Collected Stories
VII
THE fear of what this side of her character might have led her to do made me nervous for days afterwards. I waited for an intimation from Miss Tita; I almost figured to myself that it was her duty to keep me informed, to let me know definitely whether or no Miss Bordereau had sacrificed her treasures. But as she gave no sign I lost patience and determined to judge so far as was possible with my own senses. I sent late one afternoon to ask if I might pay the ladies a visit, and my servant came back with surprising news. Miss Bordereau could be approached without the least difficulty; she had been moved out into the sala and was sitting by the window that overlooked the garden. I descended and found this picture correct; the old lady had been wheeled forth into the world and had a certain air, which came mainly perhaps from some brighter element in her dress, of being prepared again to have converse with it. It had not yet, however, begun to flock about her; she was perfectly alone and, though the door leading to her own quarters stood open, I had at first no glimpse of Miss Tita. The window at which she sat had the afternoon shade and, one of the shutters having been pushed back, she could see the pleasant garden, where the summer sun had by this time dried up too many of the plants – she could see the yellow light and the long shadows.
‘Have you come to tell me that you will take the rooms for six months more?’ she asked, as I approached her, startling me by something coarse in her cupidity almost as much as if she had not already given me a specimen of it. Juliana’s desire to make our acquaintance lucrative had been, as I have sufficiently indicated, a false note in my image of the woman who had inspired a great poet with immortal lines; but I may say here definitely that I recognised after all that it behoved me to make a large allowance for her. It was I who had kindled the unholy flame; it was I who had put into her head that she had the means of making money. She appeared never to have thought of that; she had been living wastefully for years, in a house five times too big for her, on a footing that I could explain only by the presumption that, excessive as it was, the space she enjoyed cost her next to nothing and that small as were her revenues they left her, for Venice, an appreciable margin. I had descended on her one day and taught her to calculate, and my almost extravagant comedy on the subject of the garden had presented me irresistibly in the light of a victim. Like all persons who achieve the miracle of changing their point of view when they are old she had been intensely converted; she had seized my hint with a desperate, tremulous clutch.
I invited myself to go and get one of the chairs that stood, at a distance, against the wall (she had given herself no concern as to whether I should sit or stand); and while I placed it near her I began, gaily, ‘Oh, dear madam, what an imagination you have, what an intellectual sweep! I am a poor devil of a man of letters who lives from day to day. How can I take palaces by the year? My existence is precarious.

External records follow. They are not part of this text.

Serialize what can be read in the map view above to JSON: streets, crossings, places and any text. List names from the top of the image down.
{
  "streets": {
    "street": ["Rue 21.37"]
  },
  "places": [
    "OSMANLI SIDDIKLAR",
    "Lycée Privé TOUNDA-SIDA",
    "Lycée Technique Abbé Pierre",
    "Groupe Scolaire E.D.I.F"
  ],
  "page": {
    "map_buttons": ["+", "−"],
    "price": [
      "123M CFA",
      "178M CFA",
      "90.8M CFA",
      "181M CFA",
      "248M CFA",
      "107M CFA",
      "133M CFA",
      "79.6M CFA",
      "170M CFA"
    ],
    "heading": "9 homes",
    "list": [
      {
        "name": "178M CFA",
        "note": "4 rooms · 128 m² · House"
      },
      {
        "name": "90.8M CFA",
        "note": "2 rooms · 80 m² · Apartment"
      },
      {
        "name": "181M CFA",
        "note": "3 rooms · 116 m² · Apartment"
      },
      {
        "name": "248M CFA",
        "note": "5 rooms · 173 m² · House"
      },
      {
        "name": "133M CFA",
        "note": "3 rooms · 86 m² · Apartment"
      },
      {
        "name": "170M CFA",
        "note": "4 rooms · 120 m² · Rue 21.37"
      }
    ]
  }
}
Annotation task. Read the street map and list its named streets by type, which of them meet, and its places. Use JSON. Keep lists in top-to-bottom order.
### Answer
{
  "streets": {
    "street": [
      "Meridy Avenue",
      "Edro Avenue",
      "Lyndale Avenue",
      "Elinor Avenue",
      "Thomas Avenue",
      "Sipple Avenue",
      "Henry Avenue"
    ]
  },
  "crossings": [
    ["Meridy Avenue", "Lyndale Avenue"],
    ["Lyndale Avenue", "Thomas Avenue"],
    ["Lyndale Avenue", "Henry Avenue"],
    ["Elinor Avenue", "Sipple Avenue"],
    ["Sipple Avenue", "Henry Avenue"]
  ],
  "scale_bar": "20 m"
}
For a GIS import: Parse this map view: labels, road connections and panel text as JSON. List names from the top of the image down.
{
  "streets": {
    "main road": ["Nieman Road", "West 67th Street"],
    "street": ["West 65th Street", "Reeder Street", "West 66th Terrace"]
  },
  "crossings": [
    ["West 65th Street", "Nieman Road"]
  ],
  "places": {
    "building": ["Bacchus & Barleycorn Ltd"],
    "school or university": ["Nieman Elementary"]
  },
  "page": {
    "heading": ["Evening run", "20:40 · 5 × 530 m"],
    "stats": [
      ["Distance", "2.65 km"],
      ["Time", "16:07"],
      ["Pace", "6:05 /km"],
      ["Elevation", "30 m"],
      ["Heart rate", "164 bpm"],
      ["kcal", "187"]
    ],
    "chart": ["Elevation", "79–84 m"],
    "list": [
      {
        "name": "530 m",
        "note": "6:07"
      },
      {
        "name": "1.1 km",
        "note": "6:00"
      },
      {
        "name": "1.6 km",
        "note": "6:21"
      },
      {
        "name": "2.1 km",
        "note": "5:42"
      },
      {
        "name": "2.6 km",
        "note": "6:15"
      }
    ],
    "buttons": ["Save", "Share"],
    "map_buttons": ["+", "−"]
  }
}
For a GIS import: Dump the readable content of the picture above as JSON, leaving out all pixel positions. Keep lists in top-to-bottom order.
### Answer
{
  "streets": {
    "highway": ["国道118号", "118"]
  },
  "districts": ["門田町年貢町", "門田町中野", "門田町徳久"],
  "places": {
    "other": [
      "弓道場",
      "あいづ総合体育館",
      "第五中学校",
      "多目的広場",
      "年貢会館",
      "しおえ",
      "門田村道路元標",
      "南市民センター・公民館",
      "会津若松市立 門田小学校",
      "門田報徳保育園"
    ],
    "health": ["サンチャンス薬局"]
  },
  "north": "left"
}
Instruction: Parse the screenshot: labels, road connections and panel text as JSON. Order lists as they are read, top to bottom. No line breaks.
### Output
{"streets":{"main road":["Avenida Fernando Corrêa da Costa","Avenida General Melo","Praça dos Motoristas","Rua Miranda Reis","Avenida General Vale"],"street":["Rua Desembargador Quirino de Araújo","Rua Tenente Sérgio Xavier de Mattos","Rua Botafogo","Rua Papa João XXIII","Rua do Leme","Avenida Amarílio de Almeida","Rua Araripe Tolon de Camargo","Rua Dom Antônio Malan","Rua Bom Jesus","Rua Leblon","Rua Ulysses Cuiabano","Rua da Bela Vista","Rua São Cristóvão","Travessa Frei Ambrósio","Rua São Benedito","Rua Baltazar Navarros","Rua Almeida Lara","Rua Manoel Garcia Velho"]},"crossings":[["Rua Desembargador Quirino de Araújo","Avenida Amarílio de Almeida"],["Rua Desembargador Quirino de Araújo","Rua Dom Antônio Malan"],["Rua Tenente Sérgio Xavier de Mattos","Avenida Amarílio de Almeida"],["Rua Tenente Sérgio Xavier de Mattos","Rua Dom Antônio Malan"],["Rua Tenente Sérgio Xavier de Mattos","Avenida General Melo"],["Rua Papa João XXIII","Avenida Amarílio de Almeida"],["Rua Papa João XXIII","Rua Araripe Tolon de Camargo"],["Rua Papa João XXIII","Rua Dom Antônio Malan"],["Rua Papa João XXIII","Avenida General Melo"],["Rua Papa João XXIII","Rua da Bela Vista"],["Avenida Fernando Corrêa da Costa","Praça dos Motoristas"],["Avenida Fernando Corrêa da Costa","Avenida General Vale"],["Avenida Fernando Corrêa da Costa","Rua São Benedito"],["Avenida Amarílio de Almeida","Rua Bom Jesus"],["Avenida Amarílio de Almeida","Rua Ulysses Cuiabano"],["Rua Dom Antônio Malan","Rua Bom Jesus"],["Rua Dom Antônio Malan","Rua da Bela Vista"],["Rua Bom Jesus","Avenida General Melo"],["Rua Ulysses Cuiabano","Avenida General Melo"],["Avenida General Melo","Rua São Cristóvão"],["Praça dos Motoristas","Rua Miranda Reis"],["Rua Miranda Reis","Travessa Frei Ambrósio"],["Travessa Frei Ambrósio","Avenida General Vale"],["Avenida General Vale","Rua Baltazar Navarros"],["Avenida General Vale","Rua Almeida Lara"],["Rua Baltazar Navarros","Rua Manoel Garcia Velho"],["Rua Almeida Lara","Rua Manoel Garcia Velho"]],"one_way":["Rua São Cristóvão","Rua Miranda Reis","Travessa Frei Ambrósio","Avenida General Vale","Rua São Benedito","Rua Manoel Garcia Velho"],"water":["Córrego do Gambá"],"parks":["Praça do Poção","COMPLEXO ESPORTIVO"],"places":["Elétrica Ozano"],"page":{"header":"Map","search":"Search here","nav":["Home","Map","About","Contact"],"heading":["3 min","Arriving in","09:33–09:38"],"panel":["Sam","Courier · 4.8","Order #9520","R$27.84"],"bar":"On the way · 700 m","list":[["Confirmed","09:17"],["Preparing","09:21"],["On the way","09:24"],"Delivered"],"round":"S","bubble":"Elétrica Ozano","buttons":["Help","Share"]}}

I don’t know whether six months hence I shall have bread to put in my mouth. I have treated myself for once; it has been an immense luxury. But when it comes to going on—!’
‘Are your rooms too dear? if they are you can have more for the same money,’ Juliana responded. ‘We can arrange, we can combinare, as they say here.’
‘Well yes, since you ask me, they are too dear,’ I said. ‘Evidently you suppose me richer than I am.’
She looked at me in her barricaded way. ‘If you write books don’t you sell them?’
‘Do you mean don’t people buy them? A little – not so much as I could wish. Writing books, unless one be a great genius – and even then! – is the last road to fortune. I think there is no more money to be made by literature.’
‘Perhaps you don’t choose good subjects. What do you write about?’ Miss Bordereau inquired.
‘About the books of other people. I’m a critic, an historian, in a small way.’ I wondered what she was coming to.
‘And what other people, now?’
‘Oh, better ones than myself: the great writers mainly – the great philosophers and poets of the past; those who are dead and gone and can’t speak for themselves.’
‘And what do you say about them?’
‘I say they sometimes attached themselves to very clever women!’ I answered, laughing. I spoke with great deliberation, but as my words fell upon the air they struck me as imprudent. However, I risked them and I was not sorry, for perhaps after all the old woman would be willing to treat. It seemed to be tolerably obvious that she knew my secret: why therefore drag the matter out? But she did not take what I had said as a confession: she only asked:
‘Do you think it’s right to rake up the past?’
‘I don’t know that I know what you mean by raking it up; but how can we get at it unless we dig a little? The present has such a rough way of treading it down.’
‘Oh, I like the past, but I don’t like critics,’ the old woman declared, with her fine tranquillity.
‘Neither do I, but I like their discoveries.’
‘Aren’t they mostly lies?’
‘The lies are what they sometimes discover,’ I said, smiling at the quiet impertinence of this. ‘They often lay bare the truth.’
‘The truth is God’s, it isn’t man’s; we had better leave it alone. Who can judge of it – who can say?’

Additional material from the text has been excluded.